Eray und Kimerbly in ihrer Grundschule Bild: Jonas Wresch

Die Drittklässler Kimberly und Eray sprechen über Geldfabriken, Bankräuber, die Euro-Krise und über Dinge, die man nicht kaufen kann.

          Feiert ihr zu Hause Weihnachten, Eray und Kimberly?

          Eray: Ich nicht. Ich bin Muslim, also ich habe damit nix zu tun.

          Kimberly: Dafür haben die dann Bayram.

          Was passiert an Bayram?

          Eray: Die Kinder kriegen Geld und Spielzeuge.

          Kriegst du auch Geld an Weihnachten, Kimberly?

          Kimberly: Nein, ich kriege Geschenke.

          Was ist denn ein „Geschenk“?

          Kimberly: Das ist eine Sache, die sehen die Kinder nicht. Die Eltern packen es dann ein. Und wenn Heiligabend ist, geben sie es den Kindern, und die freuen sich.

          Würdest du sagen, Geld ist auch ein Geschenk?

          Kimberly: Ja, denn davon könnte man sich ja Geschenke kaufen.

          Habt ihr Geld?

          Kimberly: Ich kriege jede Woche fünf Euro - wenn ich meine Mutter frage oder wenn ich mein Zimmer ganz viel aufräume.

          Eray: Ich bekomme jeden Zehnten zehn Euro aufs Konto.

          Aufs Konto, ich werd’ verrückt! Hast du auch eine Karte dafür?

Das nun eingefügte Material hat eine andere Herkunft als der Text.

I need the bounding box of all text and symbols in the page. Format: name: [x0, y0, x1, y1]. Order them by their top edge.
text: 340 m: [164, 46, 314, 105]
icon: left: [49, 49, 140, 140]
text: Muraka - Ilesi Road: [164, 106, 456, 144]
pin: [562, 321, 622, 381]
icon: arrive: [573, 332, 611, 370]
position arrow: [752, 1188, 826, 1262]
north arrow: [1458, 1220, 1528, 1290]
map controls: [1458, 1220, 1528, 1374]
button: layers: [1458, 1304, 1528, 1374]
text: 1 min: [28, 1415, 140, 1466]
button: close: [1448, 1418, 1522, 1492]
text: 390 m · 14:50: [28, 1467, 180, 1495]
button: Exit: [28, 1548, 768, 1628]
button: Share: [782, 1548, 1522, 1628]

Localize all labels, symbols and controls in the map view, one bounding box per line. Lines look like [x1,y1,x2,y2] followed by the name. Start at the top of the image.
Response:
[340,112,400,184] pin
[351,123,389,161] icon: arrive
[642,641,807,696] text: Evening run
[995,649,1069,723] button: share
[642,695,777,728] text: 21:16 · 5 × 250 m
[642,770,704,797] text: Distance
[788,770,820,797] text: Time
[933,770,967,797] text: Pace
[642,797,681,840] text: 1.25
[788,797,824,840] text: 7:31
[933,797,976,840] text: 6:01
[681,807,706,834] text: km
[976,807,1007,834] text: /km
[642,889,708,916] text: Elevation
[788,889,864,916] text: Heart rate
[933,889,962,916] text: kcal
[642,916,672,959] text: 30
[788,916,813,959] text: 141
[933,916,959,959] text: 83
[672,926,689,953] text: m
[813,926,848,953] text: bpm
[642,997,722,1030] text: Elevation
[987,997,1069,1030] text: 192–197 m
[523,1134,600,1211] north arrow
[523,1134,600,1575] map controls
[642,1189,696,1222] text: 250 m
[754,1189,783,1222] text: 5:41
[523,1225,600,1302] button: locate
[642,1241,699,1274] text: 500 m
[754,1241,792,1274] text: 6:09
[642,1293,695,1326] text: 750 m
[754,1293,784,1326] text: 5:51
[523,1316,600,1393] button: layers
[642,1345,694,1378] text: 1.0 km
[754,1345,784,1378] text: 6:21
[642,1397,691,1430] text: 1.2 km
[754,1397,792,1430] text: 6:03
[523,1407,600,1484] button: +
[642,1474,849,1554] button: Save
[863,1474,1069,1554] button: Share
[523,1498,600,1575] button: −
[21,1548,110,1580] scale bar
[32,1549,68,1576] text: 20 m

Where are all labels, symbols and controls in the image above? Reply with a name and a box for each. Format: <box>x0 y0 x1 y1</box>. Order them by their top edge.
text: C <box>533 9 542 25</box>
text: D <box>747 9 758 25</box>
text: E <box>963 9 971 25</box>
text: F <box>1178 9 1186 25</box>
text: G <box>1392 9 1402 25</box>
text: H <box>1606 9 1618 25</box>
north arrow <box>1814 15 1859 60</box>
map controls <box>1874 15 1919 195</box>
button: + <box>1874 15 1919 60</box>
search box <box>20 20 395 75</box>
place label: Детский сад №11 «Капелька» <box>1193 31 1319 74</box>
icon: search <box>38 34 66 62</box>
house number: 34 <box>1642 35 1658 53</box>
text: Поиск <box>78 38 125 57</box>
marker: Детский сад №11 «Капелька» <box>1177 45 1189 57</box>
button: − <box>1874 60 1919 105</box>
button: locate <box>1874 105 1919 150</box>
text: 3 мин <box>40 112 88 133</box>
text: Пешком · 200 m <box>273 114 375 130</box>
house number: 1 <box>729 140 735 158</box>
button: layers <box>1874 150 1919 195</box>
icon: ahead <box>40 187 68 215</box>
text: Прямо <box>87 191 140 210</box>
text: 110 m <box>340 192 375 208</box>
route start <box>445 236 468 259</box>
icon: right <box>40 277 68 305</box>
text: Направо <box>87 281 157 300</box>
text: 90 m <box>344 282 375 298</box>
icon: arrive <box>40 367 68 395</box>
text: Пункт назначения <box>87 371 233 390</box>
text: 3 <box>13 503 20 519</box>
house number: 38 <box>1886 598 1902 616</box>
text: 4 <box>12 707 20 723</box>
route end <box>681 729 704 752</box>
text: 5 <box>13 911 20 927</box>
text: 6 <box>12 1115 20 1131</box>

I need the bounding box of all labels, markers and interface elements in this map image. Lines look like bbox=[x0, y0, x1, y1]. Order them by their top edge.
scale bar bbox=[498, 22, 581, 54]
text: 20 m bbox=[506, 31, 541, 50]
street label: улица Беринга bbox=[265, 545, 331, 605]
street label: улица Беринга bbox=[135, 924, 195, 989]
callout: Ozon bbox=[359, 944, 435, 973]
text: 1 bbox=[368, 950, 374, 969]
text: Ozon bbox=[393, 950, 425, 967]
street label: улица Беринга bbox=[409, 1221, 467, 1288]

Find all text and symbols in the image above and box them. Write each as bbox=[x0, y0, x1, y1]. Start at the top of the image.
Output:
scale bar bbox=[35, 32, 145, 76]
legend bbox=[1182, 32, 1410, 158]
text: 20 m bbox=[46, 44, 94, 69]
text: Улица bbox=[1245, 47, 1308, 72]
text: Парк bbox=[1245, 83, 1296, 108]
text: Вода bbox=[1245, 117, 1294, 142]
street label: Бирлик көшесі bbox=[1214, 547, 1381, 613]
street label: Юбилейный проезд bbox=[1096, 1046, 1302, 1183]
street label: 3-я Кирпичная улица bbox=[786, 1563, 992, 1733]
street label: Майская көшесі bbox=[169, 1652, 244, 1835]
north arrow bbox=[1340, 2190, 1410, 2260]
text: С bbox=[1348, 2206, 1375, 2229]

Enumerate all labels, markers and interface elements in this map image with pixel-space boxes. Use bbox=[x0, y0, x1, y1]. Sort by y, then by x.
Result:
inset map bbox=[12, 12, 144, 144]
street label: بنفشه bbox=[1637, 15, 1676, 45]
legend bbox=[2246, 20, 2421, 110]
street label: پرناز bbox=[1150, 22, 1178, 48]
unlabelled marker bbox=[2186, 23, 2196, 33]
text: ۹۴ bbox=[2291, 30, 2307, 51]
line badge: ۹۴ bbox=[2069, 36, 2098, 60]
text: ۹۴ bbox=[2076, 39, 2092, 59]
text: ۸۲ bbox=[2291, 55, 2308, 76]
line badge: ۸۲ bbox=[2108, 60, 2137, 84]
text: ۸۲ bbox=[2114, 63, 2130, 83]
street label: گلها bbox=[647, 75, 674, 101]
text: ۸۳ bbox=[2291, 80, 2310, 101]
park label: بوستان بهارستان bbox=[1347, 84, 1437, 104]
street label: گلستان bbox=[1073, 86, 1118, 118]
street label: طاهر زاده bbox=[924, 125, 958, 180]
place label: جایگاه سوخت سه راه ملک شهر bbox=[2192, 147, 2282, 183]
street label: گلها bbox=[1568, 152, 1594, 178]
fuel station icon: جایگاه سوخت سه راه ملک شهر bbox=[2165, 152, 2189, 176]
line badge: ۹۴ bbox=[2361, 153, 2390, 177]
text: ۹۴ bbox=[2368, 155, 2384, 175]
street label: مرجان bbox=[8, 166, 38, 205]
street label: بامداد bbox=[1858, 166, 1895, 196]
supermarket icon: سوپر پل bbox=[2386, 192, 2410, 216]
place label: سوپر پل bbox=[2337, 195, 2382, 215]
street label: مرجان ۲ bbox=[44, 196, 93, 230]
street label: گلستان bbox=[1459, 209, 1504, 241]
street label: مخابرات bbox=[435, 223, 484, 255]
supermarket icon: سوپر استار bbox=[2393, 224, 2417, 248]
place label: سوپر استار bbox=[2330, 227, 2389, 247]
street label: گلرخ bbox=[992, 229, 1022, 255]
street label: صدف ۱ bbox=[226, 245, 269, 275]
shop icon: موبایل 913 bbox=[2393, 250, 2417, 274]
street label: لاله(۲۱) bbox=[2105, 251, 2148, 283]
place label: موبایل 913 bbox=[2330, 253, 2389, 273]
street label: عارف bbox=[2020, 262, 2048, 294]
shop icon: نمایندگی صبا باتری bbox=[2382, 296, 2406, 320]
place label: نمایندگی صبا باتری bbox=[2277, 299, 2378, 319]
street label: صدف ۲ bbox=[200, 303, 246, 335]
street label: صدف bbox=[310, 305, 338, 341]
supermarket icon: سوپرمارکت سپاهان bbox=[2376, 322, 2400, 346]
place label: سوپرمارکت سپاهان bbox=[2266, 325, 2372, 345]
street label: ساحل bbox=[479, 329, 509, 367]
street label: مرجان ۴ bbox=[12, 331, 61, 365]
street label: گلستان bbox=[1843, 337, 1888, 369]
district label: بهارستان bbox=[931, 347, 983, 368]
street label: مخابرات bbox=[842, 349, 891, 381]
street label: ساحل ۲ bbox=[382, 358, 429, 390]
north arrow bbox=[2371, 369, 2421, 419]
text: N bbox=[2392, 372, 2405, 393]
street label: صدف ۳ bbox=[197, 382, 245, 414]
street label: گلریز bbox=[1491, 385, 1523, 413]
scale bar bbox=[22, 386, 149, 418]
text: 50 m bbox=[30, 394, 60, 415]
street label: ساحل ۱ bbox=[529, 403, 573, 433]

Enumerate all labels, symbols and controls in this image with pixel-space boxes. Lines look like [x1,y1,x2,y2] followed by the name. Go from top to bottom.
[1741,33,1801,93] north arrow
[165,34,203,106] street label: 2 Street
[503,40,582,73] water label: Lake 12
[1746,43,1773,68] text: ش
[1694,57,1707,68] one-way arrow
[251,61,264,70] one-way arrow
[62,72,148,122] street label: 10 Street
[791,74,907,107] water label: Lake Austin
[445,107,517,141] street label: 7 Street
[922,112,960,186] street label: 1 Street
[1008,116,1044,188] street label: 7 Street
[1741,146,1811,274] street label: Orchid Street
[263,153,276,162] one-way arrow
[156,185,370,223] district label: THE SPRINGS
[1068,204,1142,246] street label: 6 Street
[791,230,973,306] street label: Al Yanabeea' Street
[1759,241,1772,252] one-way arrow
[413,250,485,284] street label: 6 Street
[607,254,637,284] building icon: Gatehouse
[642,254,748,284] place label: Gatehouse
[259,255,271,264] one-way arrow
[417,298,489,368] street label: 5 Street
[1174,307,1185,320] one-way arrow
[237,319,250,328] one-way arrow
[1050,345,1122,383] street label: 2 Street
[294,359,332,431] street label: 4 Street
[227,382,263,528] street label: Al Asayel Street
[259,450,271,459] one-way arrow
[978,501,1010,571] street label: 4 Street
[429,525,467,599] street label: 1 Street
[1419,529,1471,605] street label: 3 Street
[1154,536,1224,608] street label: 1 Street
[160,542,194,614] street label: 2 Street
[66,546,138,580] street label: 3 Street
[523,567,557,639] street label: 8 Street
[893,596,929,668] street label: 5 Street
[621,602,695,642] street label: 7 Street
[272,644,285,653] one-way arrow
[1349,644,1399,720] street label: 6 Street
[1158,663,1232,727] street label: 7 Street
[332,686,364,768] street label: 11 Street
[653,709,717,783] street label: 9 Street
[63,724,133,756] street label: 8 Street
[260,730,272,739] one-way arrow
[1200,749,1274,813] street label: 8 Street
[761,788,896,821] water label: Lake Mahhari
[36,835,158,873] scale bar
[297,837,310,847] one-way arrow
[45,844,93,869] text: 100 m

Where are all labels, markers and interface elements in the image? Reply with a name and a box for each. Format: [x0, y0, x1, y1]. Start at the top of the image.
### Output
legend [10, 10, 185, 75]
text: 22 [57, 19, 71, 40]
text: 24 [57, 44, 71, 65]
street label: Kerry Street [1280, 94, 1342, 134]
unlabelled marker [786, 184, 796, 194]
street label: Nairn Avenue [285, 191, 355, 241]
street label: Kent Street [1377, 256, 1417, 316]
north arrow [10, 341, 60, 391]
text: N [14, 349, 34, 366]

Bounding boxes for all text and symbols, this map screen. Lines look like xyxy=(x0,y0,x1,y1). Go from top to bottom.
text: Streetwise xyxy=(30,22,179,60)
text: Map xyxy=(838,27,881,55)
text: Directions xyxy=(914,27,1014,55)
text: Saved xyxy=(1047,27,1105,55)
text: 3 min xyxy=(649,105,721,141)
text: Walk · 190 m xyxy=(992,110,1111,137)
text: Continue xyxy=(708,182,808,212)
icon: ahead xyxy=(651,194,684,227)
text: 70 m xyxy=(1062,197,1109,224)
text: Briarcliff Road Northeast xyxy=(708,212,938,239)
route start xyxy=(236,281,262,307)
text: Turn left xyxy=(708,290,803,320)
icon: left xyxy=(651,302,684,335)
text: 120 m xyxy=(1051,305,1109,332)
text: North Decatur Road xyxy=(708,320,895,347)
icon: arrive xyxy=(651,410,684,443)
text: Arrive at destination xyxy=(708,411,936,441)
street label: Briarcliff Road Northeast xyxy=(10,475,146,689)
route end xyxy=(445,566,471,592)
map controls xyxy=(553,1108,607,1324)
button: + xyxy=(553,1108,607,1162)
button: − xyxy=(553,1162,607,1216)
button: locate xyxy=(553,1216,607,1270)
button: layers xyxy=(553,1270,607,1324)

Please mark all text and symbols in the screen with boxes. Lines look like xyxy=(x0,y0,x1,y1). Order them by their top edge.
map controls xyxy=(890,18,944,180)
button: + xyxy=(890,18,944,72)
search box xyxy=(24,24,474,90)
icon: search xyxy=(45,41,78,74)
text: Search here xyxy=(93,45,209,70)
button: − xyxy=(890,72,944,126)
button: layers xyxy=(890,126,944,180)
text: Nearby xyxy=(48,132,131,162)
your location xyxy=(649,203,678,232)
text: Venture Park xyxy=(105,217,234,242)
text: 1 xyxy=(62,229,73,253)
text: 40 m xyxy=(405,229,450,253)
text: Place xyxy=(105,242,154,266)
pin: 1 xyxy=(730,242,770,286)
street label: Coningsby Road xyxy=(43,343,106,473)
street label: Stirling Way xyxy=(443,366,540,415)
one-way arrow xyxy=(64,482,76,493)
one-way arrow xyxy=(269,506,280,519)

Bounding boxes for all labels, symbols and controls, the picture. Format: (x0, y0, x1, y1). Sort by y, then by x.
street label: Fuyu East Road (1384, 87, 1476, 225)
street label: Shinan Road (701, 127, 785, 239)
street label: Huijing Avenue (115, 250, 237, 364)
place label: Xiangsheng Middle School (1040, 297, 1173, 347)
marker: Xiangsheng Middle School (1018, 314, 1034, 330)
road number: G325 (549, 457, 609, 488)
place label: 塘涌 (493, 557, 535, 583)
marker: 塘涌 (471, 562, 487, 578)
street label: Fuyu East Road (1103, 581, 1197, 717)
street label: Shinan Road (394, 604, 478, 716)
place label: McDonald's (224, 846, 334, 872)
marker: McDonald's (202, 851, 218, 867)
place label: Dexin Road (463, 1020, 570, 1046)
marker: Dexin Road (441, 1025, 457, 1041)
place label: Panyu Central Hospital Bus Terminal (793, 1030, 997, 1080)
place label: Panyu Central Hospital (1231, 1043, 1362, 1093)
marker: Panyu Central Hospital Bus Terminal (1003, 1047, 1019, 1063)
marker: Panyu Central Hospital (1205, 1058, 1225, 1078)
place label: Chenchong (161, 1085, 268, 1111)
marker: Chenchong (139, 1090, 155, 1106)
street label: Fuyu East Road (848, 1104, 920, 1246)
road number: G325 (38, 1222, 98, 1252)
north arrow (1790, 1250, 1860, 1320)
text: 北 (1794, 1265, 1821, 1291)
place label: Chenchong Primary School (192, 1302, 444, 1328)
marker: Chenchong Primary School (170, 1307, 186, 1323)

          Eray: Nein. Ich hab’s auch noch nie gesehen. Mein Vater hat’s mir nur gesagt.

          Du kriegst also ein Taschengeld, das du eigentlich gar nicht ausgeben kannst.

          Eray: Ich kauf’ mir nach der Schule ja auch irgendwie nie was.

          Kaufst du dir was, Kimberly?

          Kimberly: Ja, Klamotten ganz viele. Der ganze Bettkasten von meiner Mutter ist voll, dann habe ich noch einen kleinen Sommerschrank und noch einen großen. Meine Mutter sagt immer: Kauf dir doch mal was Anständiges, was zum Spielen.

          Woher kommt eigentlich das Geld?

          Eray: Aus Fabriken.

          Kimberly: Ich denke, vom Arbeitsamt oder so. Das wird von der Bank da hingeschickt. Weil die Bank ja ganz viel Geld hat. Oder manchmal bleibt es auch bei der Bank, dann holen es die Leute von da ab und kaufen den Kindern zum Beispiel Geschenke.

          Wie wird denn das Geld in der Fabrik gemacht, Eray?

          Eray: Da nehmen die so ein Papier, drucken was drauf und machen diese 3D-Dinger drauf, damit man auch weiß, dass das Geld echt ist. Und dann schicken die das Geld zur Bank.

          Was ist eine Bank?

          Eray: Die Bank holt sich die Steuern von den Menschen ab.

          Oha. Und was sind Steuern?

          Eray: Keine Ahnung. Aber ich weiß, dass Steuern was mit Geld zu tun haben.

          Kimberly: Ich habe das Wort noch nie gehört.

          Zahlt ihr auch Steuern?

          Eray: Nein.

          Wer zahlt denn dann Steuern?

          Beide: Die Eltern. Weil die mehr Geld als wir haben.

          Gab es eigentlich schon immer Geld?

          Eray: Nein, früher hat man mit Tieren bezahlt. So: Ich gebe dir fünf Hasen für ein Pferd.

          Kimberly: Oder ich gebe dir einen Hund, und dafür gibst du mir, zum Beispiel, einen Vogel.

          Die haben also getauscht. Warum haben die das gemacht?

          Eray: Weil die früher noch nicht so fortschrittlich waren und noch nicht an Geld gedacht haben.

          Woher haben die überhaupt die Tiere gehabt? Haben die die gekauft?

          Eray: Die haben die gefunden.

          Kimberly: Dann haben sie die mitgenommen und dann vielleicht zu Hause gesagt: Also, ich gebe dir jetzt das Handy, und dafür gibst du mir den Käfig für den Vogel oder so was.

          Eray: Die hatten doch noch gar keine Handys!

          Kimberly: Dann eben diese alten Telefone.

          Eray: Da gab es auch schon Geld.

          Wie lange ist es her, dass es kein Geld gab?

          Kimberly: Das ist 460 Jahre her.

          Wie haben die Menschen da gelebt?

          Kimberly: Die haben gezeltet.

          Eray: Und die haben an Bäume gekickt, damit die Früchte runterfallen. Und aus dem Holz haben die sich dann ein Häuschen gemacht.